Guide
Chapter 1 - Kubernetes Autoscaling
Autoscaling in Kubernetes is all about having the right resources at the right time: the goal is to balance cost and reliability through automation, fine-tuning resource allocation while ensuring application reliability under varying load levels. Autoscaling enables efficient use of cloud resources, allowing for elastic on-demand scalability and ensuring you pay only for the needed resources. This process is managed through three primary scaling dimensions: cluster scaling, horizontal scaling, and vertical scaling.

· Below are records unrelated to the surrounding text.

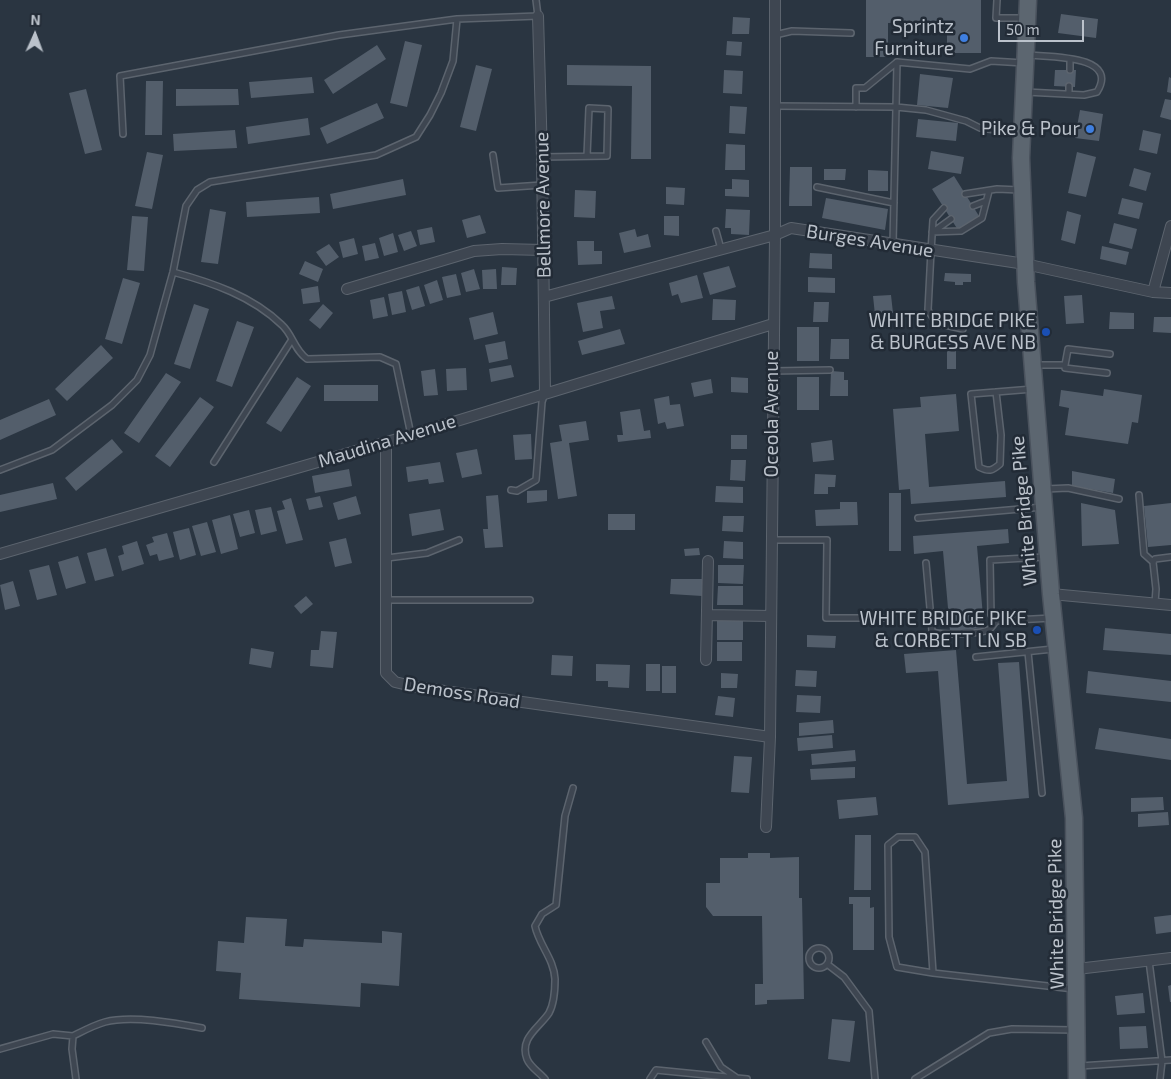 <!DOCTYPE html>
<html>
<head>
<meta charset="utf-8">
<style>
  body { margin:0 }
  #map { position:relative; width:1171px; height:1079px; overflow:hidden; background:#2a3541; font-family:"Exo 2",sans-serif }
  canvas { display:block }
  .north { position:absolute; left:10px; top:10px; width:50px; height:50px; -webkit-text-stroke:4px #222b36; paint-order:stroke; rotate:2deg; font-size:14px; font-weight:700; line-height:20px; text-align:center; color:#bbc2cb }
  .north::after { content:''; display:block; margin:auto; width:18px; height:22px; background:#bbc2cb; clip-path:polygon(50% 0,100% 100%,50% 72%,0 100%) }
  .scale { position:absolute; left:998px; top:20px; width:86px; height:22px; box-sizing:border-box; border:2px solid #bbc2cb; border-top:0; padding-left:6px; font-size:15px; line-height:18px; white-space:nowrap; color:#bbc2cb; -webkit-text-stroke:4px #222b36; paint-order:stroke }
</style>
</head>
<body>
<div id="map">
<canvas width="1171" height="1079"></canvas>
<div class="north">N</div>
<div class="scale">50 m</div>
</div>
<script>
const g = document.querySelector('canvas').getContext('2d');
g.lineJoin = 'round';
function paint(path, color) { g.fillStyle = color; g.fill(path, 'evenodd'); }
function trace(path, color, width, dash) { g.strokeStyle = color; g.lineWidth = width; g.lineCap = dash ? 'butt' : 'round'; g.setLineDash(dash || []); g.stroke(path); }
function write(font, color, halo, rows, align = 'center') {
  g.font = font + ' "Exo 2",sans-serif'; g.lineWidth = 5; g.setLineDash([]); g.textBaseline = 'middle'; g.strokeStyle = halo; g.fillStyle = color; for (const [text, x, y, turn = 0] of rows) {
    g.save(); g.translate(x, y); g.rotate((+turn || 0) * Math.PI / 180); g.textAlign = isNaN(turn) ? turn : align; if (halo) g.strokeText(text, 0, 0); g.fillText(text, 0, 0); g.restore();
  }
}
const building = new Path2D(`
  M866,0H981V53H947V22L888,23V57H866Z
  M1061,14L1098,19L1096,38L1058,33Z
  M733,17L750,18L749,34H732Z
  M405,41L422,45L407,107L390,103Z
  M727,41L742,42L741,56L726,55Z
  M377,45L386,59L333,94L324,80Z
  M476,65L492,69L476,131L460,127Z
  M567,65L651,66V159H631L632,86L567,85Z
  M724,70L743,71L742,94L723,93Z
  M1055,70H1076L1075,87L1054,86Z
  M920,74L953,78L948,108L917,105Z
  M312,77L314,93L251,98L249,82Z
  M1169,77L1171,78V93L1167,92Z
  M146,81H163L162,135H145Z
  M86,89L102,150L85,154L69,93Z
  M176,89H238L239,105L176,106Z
  M1165,99L1171,100V120L1160,117Z
  M377,103L384,118L327,144L320,128Z
  M730,106L747,107L745,134L729,133Z
  M1080,110L1103,114L1099,141L1075,138Z
  M308,118L310,135L248,144L246,127Z
  M918,119L958,123L956,141L916,137Z
  M235,130L237,148L174,151L173,134Z
  M1143,130L1161,134L1157,154L1139,150Z
  M726,144L745,145V170H725Z
  M931,151L964,157L961,174L928,169Z
  M147,152L163,155L152,209L135,206Z
  M1077,152L1096,157L1086,197L1068,193Z
  M790,167H812V206H789Z
  M1134,168L1151,173L1146,191L1129,186Z
  M824,169H846L845,180H824Z
  M868,170L888,171V191H868Z
  M954,176L979,216L958,230L932,189Z
  M403,179L406,195L333,209L330,194Z
  M732,179L749,180V197L725,196V189H732Z
  M666,187L685,188L684,205L666,204Z
  M575,190L596,191L595,218L574,217Z
  M319,197L320,213L247,217L246,202Z
  M826,198L888,209L885,230L822,218Z
  M1122,198L1143,203L1139,219L1118,214Z
  M210,209L226,212L218,264L201,262Z
  M726,209L750,210L749,235L731,234V228H725Z
  M1067,211L1081,215L1075,244L1061,240Z
  M480,215L486,233L467,238L462,220Z
  M132,216L148,217L144,271L127,270Z
  M664,216H679V236L664,235Z
  M1114,223L1137,229L1132,249L1109,243Z
  M432,227L435,242L420,245L417,230Z
  M635,229L637,237L648,234L651,247L624,253L619,233Z
  M411,231L417,246L404,251L398,235Z
  M393,233L398,252L384,256L379,238Z
  M354,238L358,254L343,258L339,242Z
  M577,241H594V251H602V264L578,265Z
  M375,243L379,258L365,261L362,246Z
  M329,244L339,257L326,266L316,252Z
  M1102,246L1129,252L1126,265L1100,259Z
  M810,253L832,254V269L809,268Z
  M305,261L323,269L318,282L299,274Z
  M729,266L736,287L710,295L703,273Z
  M502,267L517,268L516,285H501Z
  M474,269L480,289L466,292L461,273Z
  M496,269L497,289H483L482,270Z
  M945,273L971,274V282H963V285H955V282L944,281Z
  M456,274L461,295L447,298L442,277Z
  M697,275L703,298L681,303L678,294L672,296L669,283Z
  M808,277L835,278V293L808,292Z
  M123,278L140,283L122,344L105,339Z
  M437,280L443,300L430,304L424,285Z
  M318,286L320,302L303,304L301,289Z
  M419,286L425,306L412,310L406,290Z
  M402,291L406,312L392,315L388,294Z
  M891,295L893,313L875,315L873,296Z
  M1082,295L1084,323L1066,324L1064,296Z
  M612,296L615,309L600,311L603,328L583,332L577,303Z
  M384,297L388,316L373,319L370,300Z
  M713,299L736,300L735,320H712Z
  M814,302H829L828,322H813Z
  M194,304L209,309L190,369L174,364Z
  M323,304L333,313L320,329L309,320Z
  M493,312L498,334L474,340L469,318Z
  M1110,312L1134,313V329H1109Z
  M1154,317H1171V333L1153,332Z
  M237,321L254,327L232,387L216,381Z
  M797,327H819V361H797Z
  M620,329L625,344L582,355L578,341Z
  M947,333H956V369H947Z
  M831,339H849V359H830Z
  M505,341L508,359L489,363L485,345Z
  M101,345L113,358L67,401L55,389Z
  M511,365L514,377L491,382L489,369Z
  M466,368L467,390L447,391L446,369Z
  M435,369L438,395L424,396L421,371Z
  M831,371L844,372V380H848V396H830Z
  M166,373L181,382L139,443L124,433Z
  M297,377L311,386L281,432L266,423Z
  M731,377L748,378V393L731,392Z
  M797,377H819V410H797Z
  M711,379L713,393L694,397L691,383Z
  M324,385H378V401H324Z
  M1104,389L1142,395L1138,423L1132,422L1128,444L1065,435L1069,408L1059,406L1061,390L1103,396Z
  M956,394L959,431L925,434L929,487L1005,481L1006,497L911,504L910,489L899,490L893,409L921,407L920,397Z
  M669,396L670,405L680,404L684,426L667,429L665,422L658,424L654,399Z
  M200,397L214,407L170,467L155,456Z
  M49,399L56,415L0,440V420Z
  M640,409L644,431L650,430L651,438L618,442L617,435H623L620,412Z
  M586,421L589,440L569,443L577,496L558,499L550,443L562,441L559,425Z
  M531,434L532,459L515,460L513,435Z
  M731,435H747V449H731Z
  M112,439L123,452L76,491L65,478Z
  M832,440L834,460L813,462L811,443Z
  M477,449L482,474L462,478L456,453Z
  M731,460H746L745,481L730,480Z
  M440,462L444,482L429,484L428,479L408,482L406,467Z
  M349,469L352,486L315,493L312,476Z
  M1072,471L1115,479L1113,493L1072,486Z
  M815,474L836,475L835,487H828V494H814Z
  M53,483L57,499L0,512V495Z
  M716,486L743,487V503L715,502Z
  M547,490V501L527,503V491Z
  M889,493H901V551H889Z
  M498,495L503,547L485,548L483,529H488L486,496Z
  M320,496L323,507L309,510L306,499Z
  M356,496L361,514L338,520L333,503Z
  M291,498L303,540L286,544L277,511L285,509L282,501Z
  M840,502H857L858,525L816,526L815,510L840,509Z
  M1081,503L1115,510L1119,544L1082,546Z
  M1171,503V545L1148,547L1144,506Z
  M271,507L277,531L261,535L255,510Z
  M440,509L444,530L412,536L409,514Z
  M249,510L255,533L240,537L233,514Z
  M608,514H635V530H608Z
  M230,515L238,549L221,554L212,520Z
  M723,516H744L743,532L722,531Z
  M207,522L216,552L201,556L192,526Z
  M189,528L196,555L180,560L173,532Z
  M1008,529L1009,543L977,546L984,628L950,631L943,551L914,554L913,536Z
  M167,533L174,557L159,561L157,554L150,556L146,545L154,542L152,537Z
  M346,538L352,563L335,567L329,542Z
  M137,541L144,564L122,571L118,556L124,554L122,546Z
  M724,541L743,542V559L723,558Z
  M106,548L114,576L95,581L87,553Z
  M699,548L700,555L685,556L684,549Z
  M78,556L86,583L66,589L58,562Z
  M49,565L57,595L37,600L29,570Z
  M718,565H744L743,584L718,583Z
  M671,579H703L702,596L670,594Z
  M13,581L20,606L5,610L0,585Z
  M718,586H743V605H717Z
  M306,596L313,604L301,614L294,606Z
  M717,620L743,621V640H717Z
  M1105,628L1171,634V655L1103,650Z
  M321,631L337,632L333,668L310,666L311,650H319Z
  M807,635L836,636L835,648L807,647Z
  M717,642H742V661H717Z
  M251,648L274,652L271,668L249,664Z
  M956,650L967,784L1007,781L998,663L1019,662L1029,798L948,805L938,671L906,673L904,654Z
  M552,655L573,656L572,676L551,675Z
  M596,664L630,665L629,688L608,687V681H596Z
  M646,664H660V691H646Z
  M662,666H676V693H662Z
  M796,670L817,671L816,687L795,686Z
  M1088,671L1171,681V702L1086,693Z
  M721,673L738,674L737,688H721Z
  M797,695L821,696L820,713L796,712Z
  M718,696L735,698L733,717L715,715Z
  M833,720L834,733L799,736V723Z
  M1099,728L1171,739V760L1095,749Z
  M832,735L833,748L798,751L797,738Z
  M855,750L856,761L812,765L811,754Z
  M734,756L752,757L749,793L731,792Z
  M855,767V778L811,780L810,769Z
  M876,797L878,815L839,819L837,800Z
  M1163,797L1164,810L1131,812V798Z
  M1168,812L1169,825L1138,827V814Z
  M855,835H871V890H854Z
  M748,853H770V858L799,857V898H802L804,999L767,1000V1004L755,1005V984H763L762,916H713L706,907V883H720V858H748Z
  M849,897H870V908L874,907V950H853V904H849Z
  M1171,915V932L1156,934L1154,917Z
  M246,917L287,919L285,946L303,947L304,939L382,943V931L402,933L399,986L361,983L360,1007L239,999L241,973L216,971L218,941L244,943Z
  M1171,985V1002H1170L1168,986Z
  M1143,993L1145,1013L1117,1015L1115,996Z
  M832,1019L855,1021L850,1062L828,1059Z
  M1146,1026L1148,1048L1120,1049L1119,1027Z`);
const service = new Path2D(`
  M997,0L996,18H1024
  M775,35L792,31L851,33
  M1070,70V59
  M1026,92L1084,95L1097,92C1120,55 1050,57 1029,55
  M1069,94V86
  M775,106L896,107L926,110L966,121L980,128L1020,133
  M856,107V88H865L897,62L970,69L991,61L1024,63
  M123,134L120,76L339,35L457,19
  M493,155L498,188L542,185
  M542,157L607,156L608,109L589,108L587,156
  M817,187L894,203
  M965,194L997,189L1020,190
  M973,206L986,201
  M944,208L933,220L931,251L928,310L936,323L963,329
  M716,231L721,249
  M932,232L961,231L982,218L989,191
  M933,232L951,219
  M893,244L897,62
  M173,272C213,283 252,296 282,325C293,335 294,350 307,359L380,357L396,364L411,435
  M1035,365H1065L1068,349L1110,354
  M1065,365V368L1107,373
  M773,371L830,370
  M996,392L1001,435L1000,464C992,471 989,472 979,467L971,394Z
  M996,392L1033,389
  M214,462L291,341
  M0,470L52,450L112,405L137,380L150,355L173,272L186,206L197,190L210,182L376,155L416,137L430,115L441,93L453,61L457,19L538,16L536,0
  M1045,489L1068,488L1119,499
  M511,490L517,491L536,480L542,402L545,393
  M1139,495L1144,554L1153,562
  M918,518L1043,507
  M772,540H827L826,618H892
  M1045,557L990,560L991,615L996,621L1052,618
  M387,558L427,553L459,540
  M926,563L932,631C937,636 980,634 988,630C991,629 994,624 996,621
  M386,600H530
  M1155,603L1156,589L1153,562L1155,559L1171,557
  M1028,652L1042,793
  M976,657L1053,649
  M809 958a10 10 0 1 1 20 0a10 10 0 1 1-20 0Z
  M1149,961L1162,1061L1160,1079
  M827,964L844,977L869,1011L875,1079
  M933,973L925,852L915,837H898L888,845L889,937L897,967L933,973L1074,989
  M706,1042L721,1067L737,1078
  M0,1049L53,1034L73,1036
  M1080,1066L1171,1060
  M76,1079L72,1049L73,1036C83,1031 94,1025 105,1022C131,1015 175,1023 202,1028
  M545,1079C540,1073 530,1067 527,1059C519,1038 539,1028 549,1013C554,1004 555,990 555,979C554,959 539,945 535,926L542,914L556,905L565,816L573,788
  M650,1079L656,1070L747,1079
  M915,1079L989,1033L1012,1029L1074,1030`);
const minor = new Path2D(`
  M538,16L542,157L545,393
  M347,289L474,251L502,249L543,250
  M1153,292L1171,226
  M544,297L775,235L791,228L1025,264L1153,292L1171,293
  M386,442V673L395,682L416,687L770,737
  M0,554L411,435L773,324
  M1051,594L1171,605
  M707,615L771,616
  M706,660L708,561
  M766,827L770,737L775,235V0
  M1077,969L1171,958`);
const primary = new Path2D(`
  M1028,0L1021,158L1026,282L1051,594L1074,818L1077,1079`);
const markers = [
  [964,38,5,"#3f7fe0"],
  [1090,129,5,"#3f7fe0"],
  [1046,332,5,"#1a4fb4"],
  [1037,630,5,"#1a4fb4"]
];
const poiNames = [
  ["Sprintz",954,27],
  ["Furniture",954,49],
  ["Pike & Pour",1080,129],
  ["WHITE BRIDGE PIKE",1036,321],
  ["& BURGESS AVE NB",1036,343],
  ["WHITE BRIDGE PIKE",1027,619],
  ["& CORBETT LN SB",1027,641]
];
const streetNames = [
  ["Bellmore Avenue",543,205,-91],
  ["Burges Avenue",870,241,9],
  ["Oceola Avenue",772,414,-90],
  ["Maudina Avenue",387,441,-17],
  ["White Bridge Pike",1024,511,-95],
  ["Demoss Road",462,693,9],
  ["White Bridge Pike",1056,914,-91]
];
paint(building, '#535e6b');
trace(service, '#5c646e', 8);
trace(minor, '#5c646e', 12);
trace(primary, '#4a525d', 19);
trace(service, '#3e4651', 5);
trace(minor, '#3e4651', 10);
trace(primary, '#5c6670', 16);
for (const [x, y, r, color] of markers) { const dot = new Path2D(); dot.arc(x, y, r, 0, 2 * Math.PI); g.fillStyle = color; g.fill(dot); trace(dot, '#222b36', 2); }
write('19px', '#bbc2cb', '#222b36', poiNames, 'right');
write('19px', '#bbc2cb', '#222b36', streetNames);
</script>
</body>
</html>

Autoscaling for each of these dimensions comes with its own set of challenges. Cluster autoscaling must balance cost, efficiency, and response times, often necessitating complex configurations. Horizontal scaling can be rapid and robust but may require careful setup to trigger based on metrics other than current resource consumption, which is needed to scale predictively rather than reactively. Vertical scaling is theoretically applicable to all workloads, but it’s tricky and can lead to service interruptions or reliability issues if attempted without sufficiently predictive intelligence driving each scaling decision. Using horizontal and vertical scaling together is ideal, but harmonization is required to prevent the two mechanisms from thrashing and ensure that pod counts and pod sizes scale effectively in tandem.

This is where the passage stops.